How does this apply to the poker table? An example: Bluffing is, for most people, a frightening experience; we’re afraid of being caught. The implicit danger causes some people to “freeze because they feel threatened and don’t want to be noticed.” They hold their breath, stop fidgeting, sit straight up in their chair. The observant player will notice this, and use it to help make a decision. Another example is “the flight response”: our desire to get away from sources of danger. “You’ll draw nearer to the table…when you have a great hand and draw back when your hole cards are bad.” There’s a third innate response to dangerous situation: fight. “At the poker table,” he writes, “the fight response often takes the form of aggression.” While aggressive betting is typically good; aggressive behavior, Navarro argues, is less so. (And if you’re the victim of a table bully, you have to ignore him—and it’s almost always a “him.”)

It’s one thing to pick up on tells (and I’m convinced anyone can improve his or her ability to do so). It’s another to avoid giving off tells, and Navarro devotes a considerable amount of space this topic, providing a systematic approach to establishing and controlling your table image (not your betting image, but the image you present through posture and movement). Develop a system for looking at your hole cards and making your bets, and never vary (Hellmuth is superb at this, as is Chris Ferguson).

The most fascinating chapter in the book was about what Navarro calls “the most honest part of your body”: your feet. Again, it’s an issue of evolutionary biology: “Our feet and legs not only react to threats and stressors, they are also reactive to our emotions,” he writes—think dancing, nervous foot-tapping, stomping feet at a sporting event. (You can’t really check out another player’s feet, but movement of the shoulders will often reveal if a player is a exhibiting “happy feet.”)

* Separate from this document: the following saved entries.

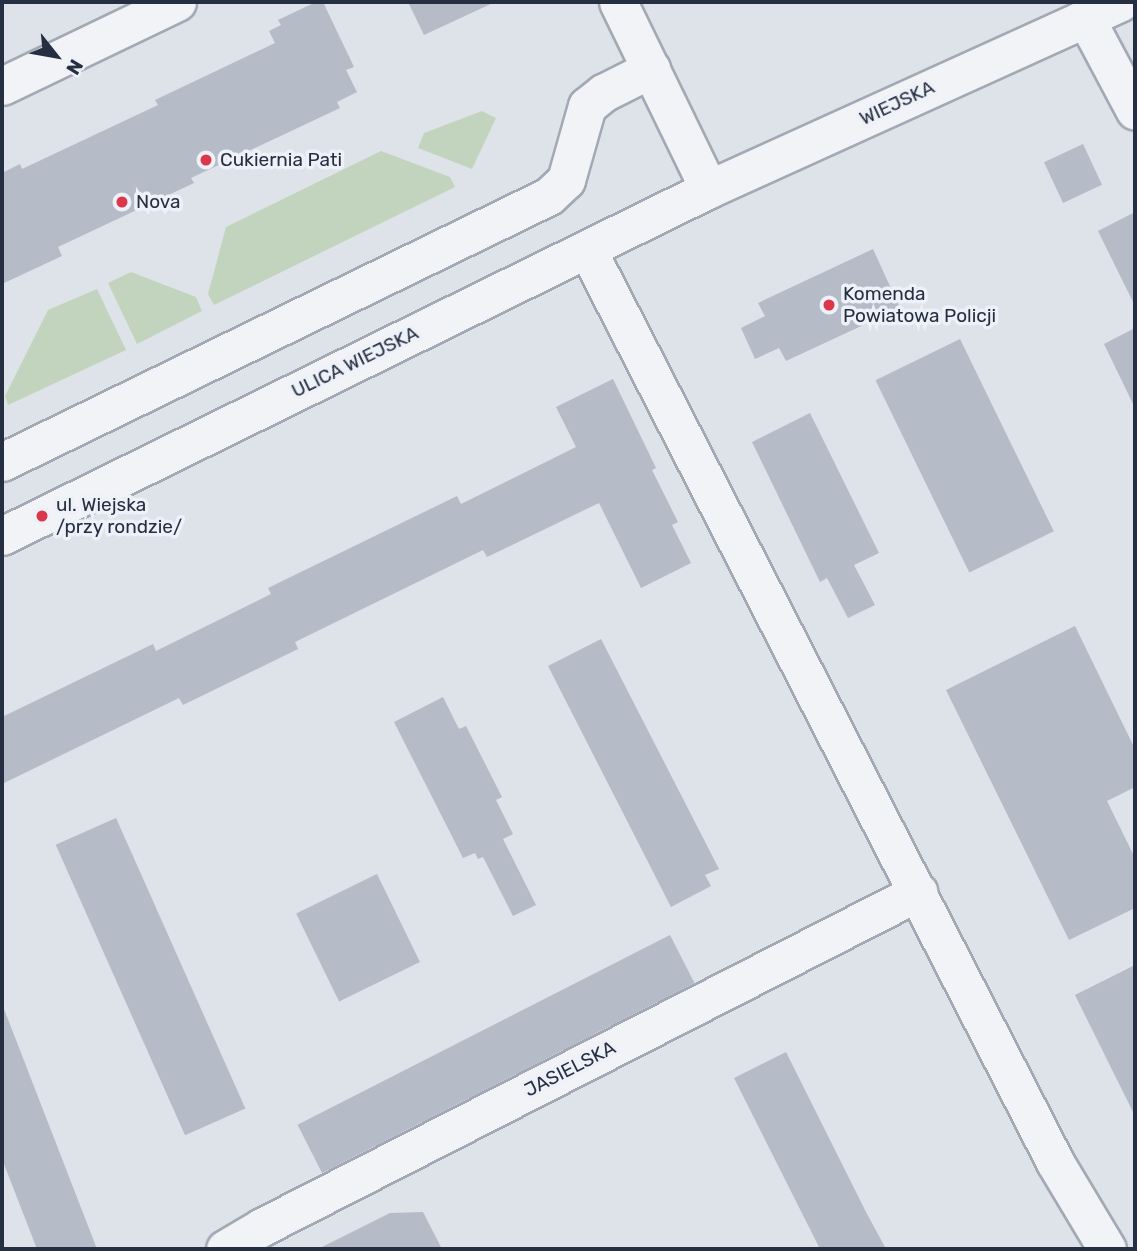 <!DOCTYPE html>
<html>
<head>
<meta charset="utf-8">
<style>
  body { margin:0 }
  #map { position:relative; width:1137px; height:1251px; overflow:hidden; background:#dee2e9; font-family:Rubik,sans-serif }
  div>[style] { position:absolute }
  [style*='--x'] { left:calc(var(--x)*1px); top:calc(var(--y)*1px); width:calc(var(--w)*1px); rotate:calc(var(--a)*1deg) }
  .green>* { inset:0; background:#c3d4be }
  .building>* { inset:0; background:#b5bbc7; transform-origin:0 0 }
  .roads { filter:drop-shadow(2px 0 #a3a9b4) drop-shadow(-2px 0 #a3a9b4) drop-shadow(0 2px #a3a9b4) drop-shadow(0 -2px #a3a9b4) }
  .minor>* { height:37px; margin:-18.5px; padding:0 18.5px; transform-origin:18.5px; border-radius:18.5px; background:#f1f3f7 }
  .dots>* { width:19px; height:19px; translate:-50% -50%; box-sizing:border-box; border:4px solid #eef1f7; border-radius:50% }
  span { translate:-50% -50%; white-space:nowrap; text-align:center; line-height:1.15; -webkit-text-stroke:7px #eef1f7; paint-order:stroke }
  .street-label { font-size:19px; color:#262f42 }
  .poi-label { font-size:19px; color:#262f42 }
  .left { translate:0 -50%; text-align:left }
  .frame { position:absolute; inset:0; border:4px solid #262f42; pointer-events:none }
  .north { position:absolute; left:21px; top:21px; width:70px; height:70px; -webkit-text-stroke:5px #eef1f7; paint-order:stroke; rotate:121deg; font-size:19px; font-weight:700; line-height:28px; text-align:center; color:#262f42 }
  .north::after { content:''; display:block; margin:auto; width:24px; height:32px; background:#262f42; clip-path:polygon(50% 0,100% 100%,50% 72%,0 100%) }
</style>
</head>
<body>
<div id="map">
  <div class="green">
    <i style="clip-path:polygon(482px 111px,496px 118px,472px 169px,418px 148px,424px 133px)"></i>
    <i style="clip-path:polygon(381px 151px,450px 177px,455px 187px,214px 305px,208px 294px,226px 227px)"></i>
    <i style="clip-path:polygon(131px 272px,196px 297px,202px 311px,137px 344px,108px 283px)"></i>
    <i style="clip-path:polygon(97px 289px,126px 350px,8px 405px,5px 396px,48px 310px)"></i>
  </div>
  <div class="building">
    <i style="clip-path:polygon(316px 2px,323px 2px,354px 67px,346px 70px,357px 92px,337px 102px,340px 108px,191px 178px,194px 183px,58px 247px,62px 256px,2px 284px,2px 173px,20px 164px,22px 169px,158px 105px,155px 100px,275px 43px,269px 31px,281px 25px,278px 20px)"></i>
    <i style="clip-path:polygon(408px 2px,495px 2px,424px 35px)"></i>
    <i style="left:1083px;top:144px;width:45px;height:43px;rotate:65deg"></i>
    <i style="clip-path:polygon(1135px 212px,1135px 306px,1098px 231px)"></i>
    <i style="clip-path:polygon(873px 249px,900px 308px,786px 361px,779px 348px,755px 359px,741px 328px,765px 316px,758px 303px)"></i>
    <i style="clip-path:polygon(1135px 328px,1135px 408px,1104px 344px)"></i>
    <i style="left:960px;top:339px;width:214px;height:94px;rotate:64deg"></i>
    <i style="clip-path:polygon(613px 379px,656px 468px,652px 470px,678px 522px,672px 525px,691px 563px,641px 588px,599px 503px,487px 557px,483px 550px,295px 642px,298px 649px,183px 705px,179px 698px,2px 784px,2px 717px,153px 644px,156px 651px,271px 594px,268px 588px,457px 496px,461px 504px,576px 447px,556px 407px)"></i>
    <i style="clip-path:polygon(810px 413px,879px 553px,854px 565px,875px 605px,848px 618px,827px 578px,820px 582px,752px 442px)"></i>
    <i style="clip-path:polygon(1075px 626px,1135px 749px,1135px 787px,1107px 801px,1135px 858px,1135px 908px,1069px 940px,946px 690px)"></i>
    <i style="clip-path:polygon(601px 639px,719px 869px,705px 875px,711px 886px,671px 907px,548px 666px)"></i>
    <i style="clip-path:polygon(443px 697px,459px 729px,466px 726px,502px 797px,496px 800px,513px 834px,503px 839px,536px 905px,513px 916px,483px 857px,478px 859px,475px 853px,463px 858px,394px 722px)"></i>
    <i style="left:116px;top:818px;width:318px;height:66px;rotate:66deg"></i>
    <i style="left:377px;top:874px;width:98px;height:90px;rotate:64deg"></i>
    <i style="left:670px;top:935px;width:54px;height:418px;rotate:63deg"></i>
    <i style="clip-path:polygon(1135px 965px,1135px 1116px,1075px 995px)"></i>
    <i style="clip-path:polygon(2px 1009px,4px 1009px,97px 1249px,37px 1249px,2px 1159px)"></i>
    <i style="clip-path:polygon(786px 1052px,866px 1212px,886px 1249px,820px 1249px,734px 1078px)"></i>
    <i style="clip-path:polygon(423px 1212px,442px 1249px,318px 1249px,390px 1213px)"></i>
  </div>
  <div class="roads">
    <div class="minor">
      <i style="--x:618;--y:2;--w:208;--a:64.1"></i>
      <i style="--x:1085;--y:17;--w:106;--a:62"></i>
      <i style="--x:2;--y:86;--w:194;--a:-25.6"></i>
      <i style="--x:587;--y:249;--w:1026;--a:62.86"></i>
      <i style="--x:1055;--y:1162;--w:101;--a:59.1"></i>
      <i style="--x:2;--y:462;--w:608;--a:-25.93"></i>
      <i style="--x:549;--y:196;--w:23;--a:-43"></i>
      <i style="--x:566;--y:180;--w:77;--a:-74.2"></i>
      <i style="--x:587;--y:106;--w:21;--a:-39"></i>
      <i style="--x:603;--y:93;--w:54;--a:-26.6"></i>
      <i style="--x:2;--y:536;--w:788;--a:-26.14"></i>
      <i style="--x:709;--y:189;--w:452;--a:-24.4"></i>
      <i style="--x:225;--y:1249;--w:43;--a:-30.7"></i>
      <i style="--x:262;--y:1227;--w:737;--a:-27.05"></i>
    </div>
  </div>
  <div class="dots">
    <i style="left:206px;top:160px;background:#db3649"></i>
    <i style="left:122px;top:202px;background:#db3649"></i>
    <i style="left:829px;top:305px;background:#db3649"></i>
    <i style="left:42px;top:516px;background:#db3649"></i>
  </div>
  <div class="street-label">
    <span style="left:897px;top:103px;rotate:-25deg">WIEJSKA</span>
    <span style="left:355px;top:362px;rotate:-26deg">ULICA WIEJSKA</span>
    <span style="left:570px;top:1069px;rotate:-27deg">JASIELSKA</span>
  </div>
  <div class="poi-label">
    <span class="left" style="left:220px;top:160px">Cukiernia Pati</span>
    <span class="left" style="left:136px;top:202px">Nova</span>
    <span class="left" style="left:843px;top:305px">Komenda<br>Powiatowa Policji</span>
    <span class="left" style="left:56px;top:516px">ul. Wiejska<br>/przy rondzie/</span>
  </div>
  <div class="frame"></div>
  <div class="north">N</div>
</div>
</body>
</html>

Navarro describes and interprets dozens of physical gestures and tells, from the pursing of the lips to what people do with their hands while waiting to bet or seeing if they’ll get called. And it doesn’t take a great deal of live poker experience to believe he knows what he’s talking about; the real challenge, of course, is knowing when to use the tells you do pick up to make decisions. Tells are a factor in your decision-making, but they are most reliable in the context of “baseline behaviors” (for example, older players often have hand tremors, so shaking hands don’t tell you much about the strength of their cards). And tells are remarkably unhelpful when dealing with players who are clueless. (If a player truly believes his top pair is good with a board showing three cards to a flush or a straight, he’s not likely to exhibit tells that suggest weakness or fear.)

The material in this book is insightful and useful. My only criticism is with the style of the prose, which occasionally strives much too hard to be clever (for example, a subhead that reads “A Rise in the Feet Means the Cards Held Are Sweet”; that’s just painful to read; I’ve never met Joe Navarro, but I’d lay quite a wager that he doesn’t talk like that and doesn’t write like that). Lots of poker books promise to pay for themselves; for those who study it carefully Read ’em and Reap will also certainly be a money-maker.